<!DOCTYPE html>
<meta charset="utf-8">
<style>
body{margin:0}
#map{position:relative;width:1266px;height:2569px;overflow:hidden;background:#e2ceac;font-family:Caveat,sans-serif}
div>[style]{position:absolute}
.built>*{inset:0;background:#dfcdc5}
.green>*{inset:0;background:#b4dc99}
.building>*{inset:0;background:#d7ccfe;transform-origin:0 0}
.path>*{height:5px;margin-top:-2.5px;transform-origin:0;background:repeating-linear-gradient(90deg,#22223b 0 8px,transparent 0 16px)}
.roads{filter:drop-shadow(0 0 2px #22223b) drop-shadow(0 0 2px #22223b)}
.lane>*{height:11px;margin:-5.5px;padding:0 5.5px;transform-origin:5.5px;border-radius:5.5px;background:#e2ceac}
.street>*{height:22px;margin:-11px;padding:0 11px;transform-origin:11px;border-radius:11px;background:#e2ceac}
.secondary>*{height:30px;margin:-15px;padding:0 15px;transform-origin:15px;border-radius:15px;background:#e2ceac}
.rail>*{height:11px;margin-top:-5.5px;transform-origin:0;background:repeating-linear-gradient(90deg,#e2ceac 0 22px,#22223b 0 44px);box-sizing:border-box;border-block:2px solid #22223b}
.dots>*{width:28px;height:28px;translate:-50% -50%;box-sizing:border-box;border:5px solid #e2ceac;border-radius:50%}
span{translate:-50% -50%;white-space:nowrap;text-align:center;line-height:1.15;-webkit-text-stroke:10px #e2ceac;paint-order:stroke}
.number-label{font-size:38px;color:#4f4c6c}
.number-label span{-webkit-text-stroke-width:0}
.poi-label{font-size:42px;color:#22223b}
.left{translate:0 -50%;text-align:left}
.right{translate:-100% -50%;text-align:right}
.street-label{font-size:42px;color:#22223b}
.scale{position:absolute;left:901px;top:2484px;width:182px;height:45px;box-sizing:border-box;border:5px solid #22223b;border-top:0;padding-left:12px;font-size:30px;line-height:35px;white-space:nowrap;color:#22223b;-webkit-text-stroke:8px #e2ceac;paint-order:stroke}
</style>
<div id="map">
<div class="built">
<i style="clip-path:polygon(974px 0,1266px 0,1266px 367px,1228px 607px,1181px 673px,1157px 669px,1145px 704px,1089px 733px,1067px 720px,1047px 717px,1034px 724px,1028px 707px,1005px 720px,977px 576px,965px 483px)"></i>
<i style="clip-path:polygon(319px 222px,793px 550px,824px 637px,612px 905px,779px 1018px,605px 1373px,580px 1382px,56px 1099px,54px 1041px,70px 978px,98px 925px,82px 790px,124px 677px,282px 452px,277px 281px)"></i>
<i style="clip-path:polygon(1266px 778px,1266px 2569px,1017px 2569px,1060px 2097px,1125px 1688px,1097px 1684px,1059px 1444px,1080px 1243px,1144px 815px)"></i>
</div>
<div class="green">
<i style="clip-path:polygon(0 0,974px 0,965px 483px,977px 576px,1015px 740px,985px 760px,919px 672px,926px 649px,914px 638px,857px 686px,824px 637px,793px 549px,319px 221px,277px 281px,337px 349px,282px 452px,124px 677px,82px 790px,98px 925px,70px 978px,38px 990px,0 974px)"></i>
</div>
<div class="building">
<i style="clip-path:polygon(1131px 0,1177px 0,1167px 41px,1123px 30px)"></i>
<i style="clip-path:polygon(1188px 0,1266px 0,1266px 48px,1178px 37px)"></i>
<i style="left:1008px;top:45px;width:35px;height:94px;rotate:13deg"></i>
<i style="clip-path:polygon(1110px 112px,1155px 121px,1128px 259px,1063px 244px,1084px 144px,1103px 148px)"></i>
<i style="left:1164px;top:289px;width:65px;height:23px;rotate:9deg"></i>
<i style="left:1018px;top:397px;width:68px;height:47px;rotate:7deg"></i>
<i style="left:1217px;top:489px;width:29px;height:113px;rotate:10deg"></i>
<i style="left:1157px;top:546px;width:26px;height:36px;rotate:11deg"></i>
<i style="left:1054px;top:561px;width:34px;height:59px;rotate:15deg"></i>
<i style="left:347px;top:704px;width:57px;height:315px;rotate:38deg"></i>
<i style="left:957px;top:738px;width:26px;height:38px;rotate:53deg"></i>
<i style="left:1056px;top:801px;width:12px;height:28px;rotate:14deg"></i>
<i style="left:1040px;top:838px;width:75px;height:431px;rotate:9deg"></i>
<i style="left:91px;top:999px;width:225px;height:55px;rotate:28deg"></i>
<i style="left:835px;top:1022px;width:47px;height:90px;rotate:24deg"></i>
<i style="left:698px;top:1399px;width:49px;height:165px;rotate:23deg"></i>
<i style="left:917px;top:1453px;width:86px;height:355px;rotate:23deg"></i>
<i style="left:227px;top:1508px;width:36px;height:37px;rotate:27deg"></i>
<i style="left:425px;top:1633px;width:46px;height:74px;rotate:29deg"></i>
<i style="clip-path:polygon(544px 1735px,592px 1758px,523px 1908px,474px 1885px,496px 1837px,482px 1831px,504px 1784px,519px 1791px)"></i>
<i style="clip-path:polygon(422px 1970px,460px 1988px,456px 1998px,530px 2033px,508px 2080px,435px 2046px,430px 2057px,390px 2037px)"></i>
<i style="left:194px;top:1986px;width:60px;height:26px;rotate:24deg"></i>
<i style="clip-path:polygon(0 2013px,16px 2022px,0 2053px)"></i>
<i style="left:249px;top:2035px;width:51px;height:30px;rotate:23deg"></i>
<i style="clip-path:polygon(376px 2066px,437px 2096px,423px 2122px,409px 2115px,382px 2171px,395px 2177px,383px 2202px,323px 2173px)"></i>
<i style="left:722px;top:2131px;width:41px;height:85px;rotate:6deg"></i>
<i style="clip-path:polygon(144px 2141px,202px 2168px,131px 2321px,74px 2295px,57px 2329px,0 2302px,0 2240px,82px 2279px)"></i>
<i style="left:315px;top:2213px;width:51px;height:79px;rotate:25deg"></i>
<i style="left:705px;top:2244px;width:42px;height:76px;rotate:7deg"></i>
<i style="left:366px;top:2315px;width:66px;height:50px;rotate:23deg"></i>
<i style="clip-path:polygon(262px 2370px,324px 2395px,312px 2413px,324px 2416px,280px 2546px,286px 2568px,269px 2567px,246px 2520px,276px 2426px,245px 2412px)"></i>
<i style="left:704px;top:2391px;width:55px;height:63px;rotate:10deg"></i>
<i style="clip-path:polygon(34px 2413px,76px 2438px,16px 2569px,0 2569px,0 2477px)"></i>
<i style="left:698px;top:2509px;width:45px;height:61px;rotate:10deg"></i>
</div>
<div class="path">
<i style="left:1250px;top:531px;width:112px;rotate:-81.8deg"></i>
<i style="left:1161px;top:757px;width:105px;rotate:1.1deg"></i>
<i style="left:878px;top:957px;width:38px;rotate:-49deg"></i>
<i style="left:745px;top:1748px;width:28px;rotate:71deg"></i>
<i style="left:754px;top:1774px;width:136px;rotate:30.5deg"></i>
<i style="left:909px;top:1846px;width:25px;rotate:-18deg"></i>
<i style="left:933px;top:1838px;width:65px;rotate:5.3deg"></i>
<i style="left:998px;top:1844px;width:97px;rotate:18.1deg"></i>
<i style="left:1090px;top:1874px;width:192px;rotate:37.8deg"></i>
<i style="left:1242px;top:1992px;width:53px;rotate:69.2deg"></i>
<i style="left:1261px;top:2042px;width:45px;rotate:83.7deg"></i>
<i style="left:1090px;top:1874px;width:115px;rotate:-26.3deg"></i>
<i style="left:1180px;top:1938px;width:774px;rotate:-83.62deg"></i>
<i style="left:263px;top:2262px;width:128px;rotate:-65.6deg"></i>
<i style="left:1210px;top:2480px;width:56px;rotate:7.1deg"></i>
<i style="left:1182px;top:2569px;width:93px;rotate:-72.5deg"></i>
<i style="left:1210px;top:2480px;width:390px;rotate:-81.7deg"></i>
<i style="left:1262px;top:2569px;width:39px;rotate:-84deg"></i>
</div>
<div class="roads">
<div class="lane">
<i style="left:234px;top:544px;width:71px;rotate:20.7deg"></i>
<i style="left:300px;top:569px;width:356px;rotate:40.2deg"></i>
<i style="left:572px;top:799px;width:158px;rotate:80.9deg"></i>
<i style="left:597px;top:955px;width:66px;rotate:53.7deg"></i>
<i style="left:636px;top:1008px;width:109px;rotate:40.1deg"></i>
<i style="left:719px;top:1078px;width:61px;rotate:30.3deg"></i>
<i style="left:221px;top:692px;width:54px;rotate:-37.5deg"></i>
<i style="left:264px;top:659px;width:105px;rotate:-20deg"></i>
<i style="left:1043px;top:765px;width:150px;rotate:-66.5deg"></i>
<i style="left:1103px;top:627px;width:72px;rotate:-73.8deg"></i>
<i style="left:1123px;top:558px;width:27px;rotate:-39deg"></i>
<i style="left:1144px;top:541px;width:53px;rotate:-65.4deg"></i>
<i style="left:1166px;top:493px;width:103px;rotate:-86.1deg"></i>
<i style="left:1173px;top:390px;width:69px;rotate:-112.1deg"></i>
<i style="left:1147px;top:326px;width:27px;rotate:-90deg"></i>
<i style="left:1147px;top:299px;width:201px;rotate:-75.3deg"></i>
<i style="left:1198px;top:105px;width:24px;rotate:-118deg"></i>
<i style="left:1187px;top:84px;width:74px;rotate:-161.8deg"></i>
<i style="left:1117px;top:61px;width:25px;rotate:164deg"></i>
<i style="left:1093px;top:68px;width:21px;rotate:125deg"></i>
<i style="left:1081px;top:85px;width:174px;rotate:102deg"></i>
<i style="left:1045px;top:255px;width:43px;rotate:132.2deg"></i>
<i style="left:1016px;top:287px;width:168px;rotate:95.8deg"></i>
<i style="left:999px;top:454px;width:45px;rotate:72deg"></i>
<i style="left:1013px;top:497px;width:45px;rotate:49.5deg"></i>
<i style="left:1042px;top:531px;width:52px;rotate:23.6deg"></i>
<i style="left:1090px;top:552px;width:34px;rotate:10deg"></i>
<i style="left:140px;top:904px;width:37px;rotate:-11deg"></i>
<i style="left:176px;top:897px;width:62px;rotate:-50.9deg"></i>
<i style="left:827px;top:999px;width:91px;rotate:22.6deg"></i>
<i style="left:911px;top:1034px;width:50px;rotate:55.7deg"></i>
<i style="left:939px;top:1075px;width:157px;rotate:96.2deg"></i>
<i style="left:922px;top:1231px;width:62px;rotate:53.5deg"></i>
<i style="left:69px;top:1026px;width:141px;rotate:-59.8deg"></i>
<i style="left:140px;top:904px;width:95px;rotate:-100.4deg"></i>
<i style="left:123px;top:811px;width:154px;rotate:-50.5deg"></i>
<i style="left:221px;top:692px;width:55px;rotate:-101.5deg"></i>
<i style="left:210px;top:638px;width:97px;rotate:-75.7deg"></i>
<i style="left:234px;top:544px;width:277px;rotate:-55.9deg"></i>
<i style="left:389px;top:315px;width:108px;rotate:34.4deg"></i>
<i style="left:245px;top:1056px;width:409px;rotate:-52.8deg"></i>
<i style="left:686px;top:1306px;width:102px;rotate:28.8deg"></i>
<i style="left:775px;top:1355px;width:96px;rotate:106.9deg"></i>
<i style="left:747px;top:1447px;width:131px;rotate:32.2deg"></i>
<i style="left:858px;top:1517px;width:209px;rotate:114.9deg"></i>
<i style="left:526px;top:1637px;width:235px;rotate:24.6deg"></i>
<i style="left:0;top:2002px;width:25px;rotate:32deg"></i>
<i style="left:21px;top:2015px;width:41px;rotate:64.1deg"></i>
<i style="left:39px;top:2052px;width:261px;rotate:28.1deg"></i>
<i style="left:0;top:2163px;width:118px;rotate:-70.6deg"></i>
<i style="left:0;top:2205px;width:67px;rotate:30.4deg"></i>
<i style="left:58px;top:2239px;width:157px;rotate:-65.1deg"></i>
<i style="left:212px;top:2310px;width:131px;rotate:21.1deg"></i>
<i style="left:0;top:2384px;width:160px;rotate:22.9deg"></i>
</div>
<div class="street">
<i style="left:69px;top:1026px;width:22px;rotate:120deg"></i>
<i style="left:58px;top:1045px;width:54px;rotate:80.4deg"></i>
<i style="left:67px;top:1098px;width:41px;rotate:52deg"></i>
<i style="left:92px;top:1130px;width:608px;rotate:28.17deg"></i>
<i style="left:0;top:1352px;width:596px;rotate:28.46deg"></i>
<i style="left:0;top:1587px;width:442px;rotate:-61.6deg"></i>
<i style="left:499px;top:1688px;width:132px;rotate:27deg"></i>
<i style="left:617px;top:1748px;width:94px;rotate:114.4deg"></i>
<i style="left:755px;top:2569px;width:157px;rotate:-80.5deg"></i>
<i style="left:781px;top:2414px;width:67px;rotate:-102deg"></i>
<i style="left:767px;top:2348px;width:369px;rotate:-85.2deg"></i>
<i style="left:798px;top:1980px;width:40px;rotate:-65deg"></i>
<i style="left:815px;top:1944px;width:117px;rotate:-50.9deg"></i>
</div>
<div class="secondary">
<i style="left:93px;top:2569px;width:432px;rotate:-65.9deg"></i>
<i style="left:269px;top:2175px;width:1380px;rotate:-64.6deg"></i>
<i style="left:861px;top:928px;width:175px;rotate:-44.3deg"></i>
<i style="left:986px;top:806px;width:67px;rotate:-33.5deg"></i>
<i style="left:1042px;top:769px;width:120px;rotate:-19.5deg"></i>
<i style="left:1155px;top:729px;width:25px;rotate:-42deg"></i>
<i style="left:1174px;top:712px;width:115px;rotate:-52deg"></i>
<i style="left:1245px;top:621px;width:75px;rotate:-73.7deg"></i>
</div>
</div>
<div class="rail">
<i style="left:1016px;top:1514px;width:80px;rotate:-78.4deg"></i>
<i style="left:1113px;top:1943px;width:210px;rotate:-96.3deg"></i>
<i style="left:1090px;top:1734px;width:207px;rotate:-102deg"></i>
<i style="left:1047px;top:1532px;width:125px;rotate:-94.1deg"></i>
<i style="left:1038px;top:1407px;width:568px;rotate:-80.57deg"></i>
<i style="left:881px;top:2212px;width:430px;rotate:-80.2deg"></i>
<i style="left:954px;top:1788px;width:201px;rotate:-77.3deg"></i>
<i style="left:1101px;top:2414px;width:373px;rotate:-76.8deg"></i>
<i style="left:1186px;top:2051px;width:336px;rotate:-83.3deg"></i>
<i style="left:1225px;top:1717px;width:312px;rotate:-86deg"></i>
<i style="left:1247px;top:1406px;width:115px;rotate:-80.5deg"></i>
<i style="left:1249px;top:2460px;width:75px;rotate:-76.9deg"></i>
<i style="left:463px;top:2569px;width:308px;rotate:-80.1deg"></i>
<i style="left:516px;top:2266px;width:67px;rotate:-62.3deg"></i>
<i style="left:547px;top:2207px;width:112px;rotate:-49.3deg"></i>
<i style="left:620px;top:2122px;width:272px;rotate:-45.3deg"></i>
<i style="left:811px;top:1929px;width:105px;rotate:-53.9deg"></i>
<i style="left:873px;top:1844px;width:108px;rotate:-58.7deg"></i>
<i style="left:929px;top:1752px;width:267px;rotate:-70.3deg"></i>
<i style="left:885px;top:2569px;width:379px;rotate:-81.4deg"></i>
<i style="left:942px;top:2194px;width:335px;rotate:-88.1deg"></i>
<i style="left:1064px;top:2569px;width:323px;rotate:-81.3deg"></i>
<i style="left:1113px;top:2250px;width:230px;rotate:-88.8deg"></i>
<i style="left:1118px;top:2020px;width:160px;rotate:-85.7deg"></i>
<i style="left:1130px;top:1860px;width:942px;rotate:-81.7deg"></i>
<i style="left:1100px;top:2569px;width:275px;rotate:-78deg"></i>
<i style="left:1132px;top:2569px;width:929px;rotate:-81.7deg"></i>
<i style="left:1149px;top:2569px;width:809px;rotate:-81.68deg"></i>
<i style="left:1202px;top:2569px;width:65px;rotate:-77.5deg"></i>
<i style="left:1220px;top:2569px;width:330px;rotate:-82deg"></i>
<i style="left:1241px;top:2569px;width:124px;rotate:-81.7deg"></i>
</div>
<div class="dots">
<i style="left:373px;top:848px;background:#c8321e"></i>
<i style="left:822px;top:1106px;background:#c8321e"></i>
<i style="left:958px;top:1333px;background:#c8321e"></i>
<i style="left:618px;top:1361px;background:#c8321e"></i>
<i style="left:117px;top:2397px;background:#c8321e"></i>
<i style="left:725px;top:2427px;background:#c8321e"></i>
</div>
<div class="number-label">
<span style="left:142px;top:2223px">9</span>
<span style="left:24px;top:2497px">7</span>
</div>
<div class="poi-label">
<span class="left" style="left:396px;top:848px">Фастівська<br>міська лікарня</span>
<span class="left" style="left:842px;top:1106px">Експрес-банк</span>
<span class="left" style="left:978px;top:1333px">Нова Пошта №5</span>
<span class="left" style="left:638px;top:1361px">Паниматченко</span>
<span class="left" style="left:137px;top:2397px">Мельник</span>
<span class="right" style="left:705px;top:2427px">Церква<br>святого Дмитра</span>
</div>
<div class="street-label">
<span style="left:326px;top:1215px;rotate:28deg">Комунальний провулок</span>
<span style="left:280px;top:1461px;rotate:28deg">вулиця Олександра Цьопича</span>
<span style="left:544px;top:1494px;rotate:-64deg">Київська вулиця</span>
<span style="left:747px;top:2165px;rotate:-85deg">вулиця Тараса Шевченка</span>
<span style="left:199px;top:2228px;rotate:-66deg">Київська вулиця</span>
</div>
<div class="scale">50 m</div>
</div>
......
The line containing "2px #22223b) drop-shadow(0" marks the end. Please print exactly every line from the top of the data to it, both included, and nothing more.

- **Answer area**:
<!DOCTYPE html>
<meta charset="utf-8">
<style>
body{margin:0}
#map{position:relative;width:1266px;height:2569px;overflow:hidden;background:#e2ceac;font-family:Caveat,sans-serif}
div>[style]{position:absolute}
.built>*{inset:0;background:#dfcdc5}
.green>*{inset:0;background:#b4dc99}
.building>*{inset:0;background:#d7ccfe;transform-origin:0 0}
.path>*{height:5px;margin-top:-2.5px;transform-origin:0;background:repeating-linear-gradient(90deg,#22223b 0 8px,transparent 0 16px)}
.roads{filter:drop-shadow(0 0 2px #22223b) drop-shadow(0 0 2px #22223b)}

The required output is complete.